-- The data follows --

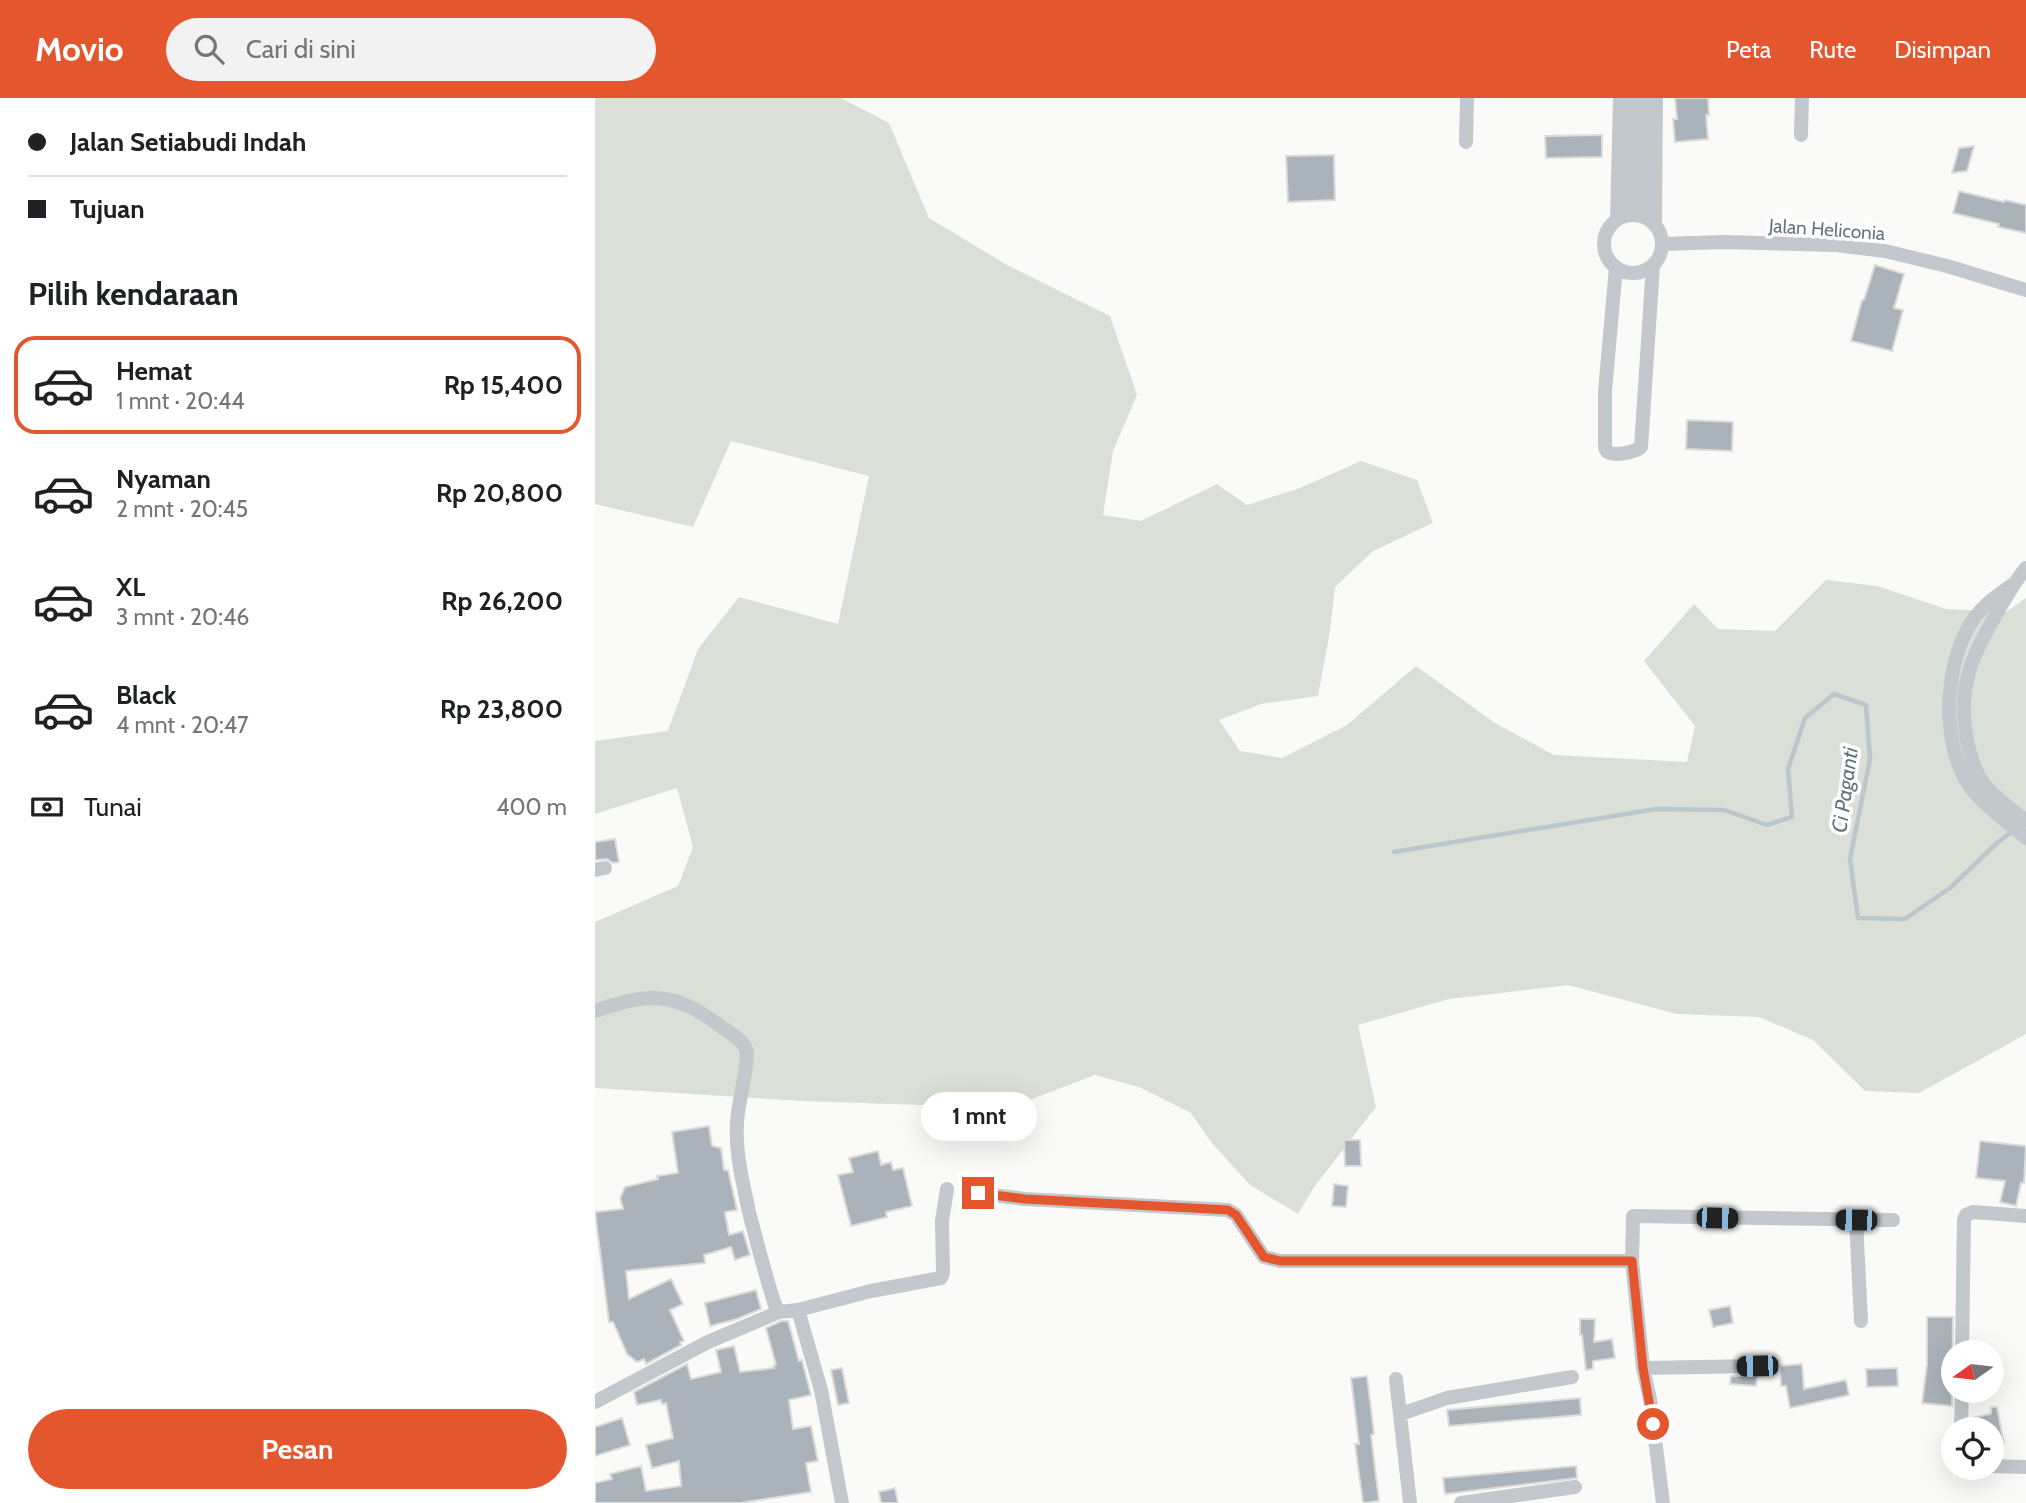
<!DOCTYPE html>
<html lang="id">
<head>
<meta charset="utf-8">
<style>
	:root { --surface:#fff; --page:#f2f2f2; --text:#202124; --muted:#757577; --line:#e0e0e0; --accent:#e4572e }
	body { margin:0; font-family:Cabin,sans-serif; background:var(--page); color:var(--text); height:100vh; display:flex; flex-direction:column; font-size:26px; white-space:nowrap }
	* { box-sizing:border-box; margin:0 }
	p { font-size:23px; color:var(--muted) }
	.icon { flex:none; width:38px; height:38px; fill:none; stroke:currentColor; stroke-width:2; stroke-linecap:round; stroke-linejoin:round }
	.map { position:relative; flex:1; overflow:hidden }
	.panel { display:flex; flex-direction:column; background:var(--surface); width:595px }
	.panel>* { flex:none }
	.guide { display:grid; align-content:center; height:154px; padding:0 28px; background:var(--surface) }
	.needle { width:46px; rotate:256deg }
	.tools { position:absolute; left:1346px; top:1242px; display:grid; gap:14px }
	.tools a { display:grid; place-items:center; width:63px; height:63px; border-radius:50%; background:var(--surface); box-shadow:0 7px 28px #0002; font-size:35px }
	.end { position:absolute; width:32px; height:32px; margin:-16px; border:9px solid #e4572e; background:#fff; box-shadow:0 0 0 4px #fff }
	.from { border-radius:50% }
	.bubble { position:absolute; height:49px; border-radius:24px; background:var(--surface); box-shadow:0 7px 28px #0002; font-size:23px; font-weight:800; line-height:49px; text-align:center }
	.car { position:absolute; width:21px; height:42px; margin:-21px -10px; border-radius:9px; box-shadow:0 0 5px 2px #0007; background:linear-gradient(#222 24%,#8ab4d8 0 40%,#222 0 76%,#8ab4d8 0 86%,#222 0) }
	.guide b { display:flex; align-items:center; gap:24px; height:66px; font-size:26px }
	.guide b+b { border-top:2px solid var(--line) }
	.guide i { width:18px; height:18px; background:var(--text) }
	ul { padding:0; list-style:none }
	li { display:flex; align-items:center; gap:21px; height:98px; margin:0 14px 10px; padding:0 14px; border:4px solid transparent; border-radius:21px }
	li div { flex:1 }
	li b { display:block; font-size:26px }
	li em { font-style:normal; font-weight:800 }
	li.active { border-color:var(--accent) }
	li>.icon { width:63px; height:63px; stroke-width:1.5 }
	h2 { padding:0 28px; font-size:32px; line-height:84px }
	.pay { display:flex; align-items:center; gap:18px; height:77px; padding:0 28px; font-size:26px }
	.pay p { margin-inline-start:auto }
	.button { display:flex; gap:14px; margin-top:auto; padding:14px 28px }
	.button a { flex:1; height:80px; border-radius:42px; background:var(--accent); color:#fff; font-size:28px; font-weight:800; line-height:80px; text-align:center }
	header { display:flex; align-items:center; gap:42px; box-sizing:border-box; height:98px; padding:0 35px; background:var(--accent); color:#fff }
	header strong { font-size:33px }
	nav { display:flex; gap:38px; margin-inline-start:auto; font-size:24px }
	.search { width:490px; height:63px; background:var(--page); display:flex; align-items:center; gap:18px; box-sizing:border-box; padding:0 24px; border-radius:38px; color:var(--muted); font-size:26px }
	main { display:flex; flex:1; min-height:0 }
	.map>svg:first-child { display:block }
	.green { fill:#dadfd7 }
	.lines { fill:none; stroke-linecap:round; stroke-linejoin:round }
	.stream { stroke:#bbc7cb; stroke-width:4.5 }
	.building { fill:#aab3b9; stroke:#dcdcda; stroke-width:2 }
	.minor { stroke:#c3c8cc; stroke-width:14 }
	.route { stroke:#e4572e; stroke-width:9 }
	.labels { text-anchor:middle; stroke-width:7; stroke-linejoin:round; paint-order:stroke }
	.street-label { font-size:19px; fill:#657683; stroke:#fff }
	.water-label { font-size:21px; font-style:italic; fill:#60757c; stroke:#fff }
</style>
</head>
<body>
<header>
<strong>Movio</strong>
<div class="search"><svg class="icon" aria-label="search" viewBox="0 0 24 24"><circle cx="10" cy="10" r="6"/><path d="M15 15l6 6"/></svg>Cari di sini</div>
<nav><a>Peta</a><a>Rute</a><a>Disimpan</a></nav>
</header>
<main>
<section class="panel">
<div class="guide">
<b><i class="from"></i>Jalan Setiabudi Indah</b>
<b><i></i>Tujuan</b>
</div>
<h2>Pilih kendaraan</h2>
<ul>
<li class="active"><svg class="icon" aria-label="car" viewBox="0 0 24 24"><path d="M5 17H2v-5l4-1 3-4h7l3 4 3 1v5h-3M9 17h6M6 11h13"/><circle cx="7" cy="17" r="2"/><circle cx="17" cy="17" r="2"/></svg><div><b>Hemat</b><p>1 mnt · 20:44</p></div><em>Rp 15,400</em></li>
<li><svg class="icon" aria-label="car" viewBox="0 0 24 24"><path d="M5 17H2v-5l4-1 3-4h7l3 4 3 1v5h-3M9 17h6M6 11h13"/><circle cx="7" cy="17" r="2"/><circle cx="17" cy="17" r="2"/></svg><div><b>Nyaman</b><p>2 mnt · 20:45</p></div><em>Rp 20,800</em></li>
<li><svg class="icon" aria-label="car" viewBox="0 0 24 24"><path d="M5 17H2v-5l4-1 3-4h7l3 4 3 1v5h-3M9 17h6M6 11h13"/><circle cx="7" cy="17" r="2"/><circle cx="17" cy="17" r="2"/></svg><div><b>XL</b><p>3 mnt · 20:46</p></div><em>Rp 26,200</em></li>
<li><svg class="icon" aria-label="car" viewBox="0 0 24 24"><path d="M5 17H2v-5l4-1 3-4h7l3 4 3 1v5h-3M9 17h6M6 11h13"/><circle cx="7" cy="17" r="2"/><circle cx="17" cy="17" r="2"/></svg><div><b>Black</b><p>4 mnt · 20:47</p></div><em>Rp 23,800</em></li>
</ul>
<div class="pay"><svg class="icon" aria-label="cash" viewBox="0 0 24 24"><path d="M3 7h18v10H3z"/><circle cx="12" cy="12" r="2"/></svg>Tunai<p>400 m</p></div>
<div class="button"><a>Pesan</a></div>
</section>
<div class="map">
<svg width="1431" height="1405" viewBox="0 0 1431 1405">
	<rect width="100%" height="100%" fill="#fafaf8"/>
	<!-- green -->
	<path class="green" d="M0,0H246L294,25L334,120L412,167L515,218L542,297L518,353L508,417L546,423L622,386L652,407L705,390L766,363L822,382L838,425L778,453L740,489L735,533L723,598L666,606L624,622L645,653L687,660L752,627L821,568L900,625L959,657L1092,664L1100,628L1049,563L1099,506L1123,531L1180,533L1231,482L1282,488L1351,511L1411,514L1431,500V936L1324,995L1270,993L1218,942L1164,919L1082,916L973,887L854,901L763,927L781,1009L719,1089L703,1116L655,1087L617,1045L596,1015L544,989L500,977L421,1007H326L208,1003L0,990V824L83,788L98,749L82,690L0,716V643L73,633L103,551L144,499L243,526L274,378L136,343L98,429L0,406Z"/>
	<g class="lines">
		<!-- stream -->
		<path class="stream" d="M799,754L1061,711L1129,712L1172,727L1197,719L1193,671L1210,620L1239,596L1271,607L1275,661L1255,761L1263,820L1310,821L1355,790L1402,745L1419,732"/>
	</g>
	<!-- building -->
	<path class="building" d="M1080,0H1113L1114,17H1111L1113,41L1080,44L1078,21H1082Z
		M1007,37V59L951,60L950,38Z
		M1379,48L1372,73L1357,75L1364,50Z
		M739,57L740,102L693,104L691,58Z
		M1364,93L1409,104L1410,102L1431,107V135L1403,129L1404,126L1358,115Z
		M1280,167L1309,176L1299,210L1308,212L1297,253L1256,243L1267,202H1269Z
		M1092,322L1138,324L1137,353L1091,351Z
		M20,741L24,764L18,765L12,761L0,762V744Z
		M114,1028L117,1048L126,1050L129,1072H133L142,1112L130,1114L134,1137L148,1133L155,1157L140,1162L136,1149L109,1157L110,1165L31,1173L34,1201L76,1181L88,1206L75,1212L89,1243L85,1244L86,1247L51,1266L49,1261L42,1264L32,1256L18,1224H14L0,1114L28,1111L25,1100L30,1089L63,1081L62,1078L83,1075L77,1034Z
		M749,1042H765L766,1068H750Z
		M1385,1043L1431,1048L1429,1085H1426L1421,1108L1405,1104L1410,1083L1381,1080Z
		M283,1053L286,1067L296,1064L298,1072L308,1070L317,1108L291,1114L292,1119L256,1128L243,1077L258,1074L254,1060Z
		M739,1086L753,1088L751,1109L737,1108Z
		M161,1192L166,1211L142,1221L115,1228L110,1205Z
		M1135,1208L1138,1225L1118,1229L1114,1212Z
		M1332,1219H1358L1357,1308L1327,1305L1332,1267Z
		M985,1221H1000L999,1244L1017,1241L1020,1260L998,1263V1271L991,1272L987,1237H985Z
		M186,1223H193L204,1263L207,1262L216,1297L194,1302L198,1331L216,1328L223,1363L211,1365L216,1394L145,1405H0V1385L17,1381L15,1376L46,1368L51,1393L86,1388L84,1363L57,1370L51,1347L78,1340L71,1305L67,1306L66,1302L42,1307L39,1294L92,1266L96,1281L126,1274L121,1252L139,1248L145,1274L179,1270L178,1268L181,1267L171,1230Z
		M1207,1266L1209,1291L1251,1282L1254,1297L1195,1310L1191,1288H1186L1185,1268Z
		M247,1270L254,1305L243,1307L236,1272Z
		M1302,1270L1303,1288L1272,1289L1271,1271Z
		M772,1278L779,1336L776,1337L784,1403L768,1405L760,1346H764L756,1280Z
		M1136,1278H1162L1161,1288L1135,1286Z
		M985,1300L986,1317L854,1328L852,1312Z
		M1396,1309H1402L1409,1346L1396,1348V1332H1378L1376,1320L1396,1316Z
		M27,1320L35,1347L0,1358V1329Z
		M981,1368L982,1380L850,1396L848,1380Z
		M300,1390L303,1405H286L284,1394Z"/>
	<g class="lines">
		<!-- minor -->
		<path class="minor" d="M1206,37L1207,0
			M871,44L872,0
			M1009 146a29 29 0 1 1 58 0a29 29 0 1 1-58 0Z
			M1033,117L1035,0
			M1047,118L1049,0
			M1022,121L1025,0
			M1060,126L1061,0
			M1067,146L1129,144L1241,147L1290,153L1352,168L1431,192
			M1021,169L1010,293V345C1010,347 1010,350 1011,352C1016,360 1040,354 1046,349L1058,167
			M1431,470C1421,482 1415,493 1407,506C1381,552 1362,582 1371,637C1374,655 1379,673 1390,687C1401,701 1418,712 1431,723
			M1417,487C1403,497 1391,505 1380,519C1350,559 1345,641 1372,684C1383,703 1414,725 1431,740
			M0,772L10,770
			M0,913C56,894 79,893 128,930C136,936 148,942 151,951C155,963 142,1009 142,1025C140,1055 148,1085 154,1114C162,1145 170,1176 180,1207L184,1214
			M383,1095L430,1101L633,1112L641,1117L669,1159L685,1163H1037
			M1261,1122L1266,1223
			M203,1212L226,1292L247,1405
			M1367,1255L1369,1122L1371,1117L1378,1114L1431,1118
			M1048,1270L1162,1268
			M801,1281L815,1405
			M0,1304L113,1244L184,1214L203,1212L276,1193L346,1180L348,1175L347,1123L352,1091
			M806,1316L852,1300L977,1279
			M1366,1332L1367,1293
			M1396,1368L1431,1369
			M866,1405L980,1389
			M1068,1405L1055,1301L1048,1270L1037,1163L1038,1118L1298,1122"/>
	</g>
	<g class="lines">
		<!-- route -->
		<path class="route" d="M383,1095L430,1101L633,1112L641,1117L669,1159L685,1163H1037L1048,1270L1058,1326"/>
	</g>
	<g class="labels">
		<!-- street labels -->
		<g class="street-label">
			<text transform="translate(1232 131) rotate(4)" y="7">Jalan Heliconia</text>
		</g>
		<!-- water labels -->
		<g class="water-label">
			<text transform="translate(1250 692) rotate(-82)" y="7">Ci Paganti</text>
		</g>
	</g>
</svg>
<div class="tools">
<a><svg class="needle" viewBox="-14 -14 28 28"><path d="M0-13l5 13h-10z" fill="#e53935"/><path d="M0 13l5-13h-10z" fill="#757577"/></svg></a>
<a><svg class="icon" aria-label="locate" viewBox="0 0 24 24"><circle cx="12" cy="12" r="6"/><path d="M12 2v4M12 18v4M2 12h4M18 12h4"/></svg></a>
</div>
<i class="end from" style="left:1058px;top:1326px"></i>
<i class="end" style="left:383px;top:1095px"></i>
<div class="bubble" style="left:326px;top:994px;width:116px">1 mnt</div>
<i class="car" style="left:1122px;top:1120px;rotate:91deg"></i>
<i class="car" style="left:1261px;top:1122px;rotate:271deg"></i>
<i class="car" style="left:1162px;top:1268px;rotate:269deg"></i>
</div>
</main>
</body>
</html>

-- The data concluded --

Task instructions >> Find the lines in the records that contain the word "column", then copy every one of them.

Solved exercise >>
	body { margin:0; font-family:Cabin,sans-serif; background:var(--page); color:var(--text); height:100vh; display:flex; flex-direction:column; font-size:26px; white-space:nowrap }
	.panel { display:flex; flex-direction:column; background:var(--surface); width:595px }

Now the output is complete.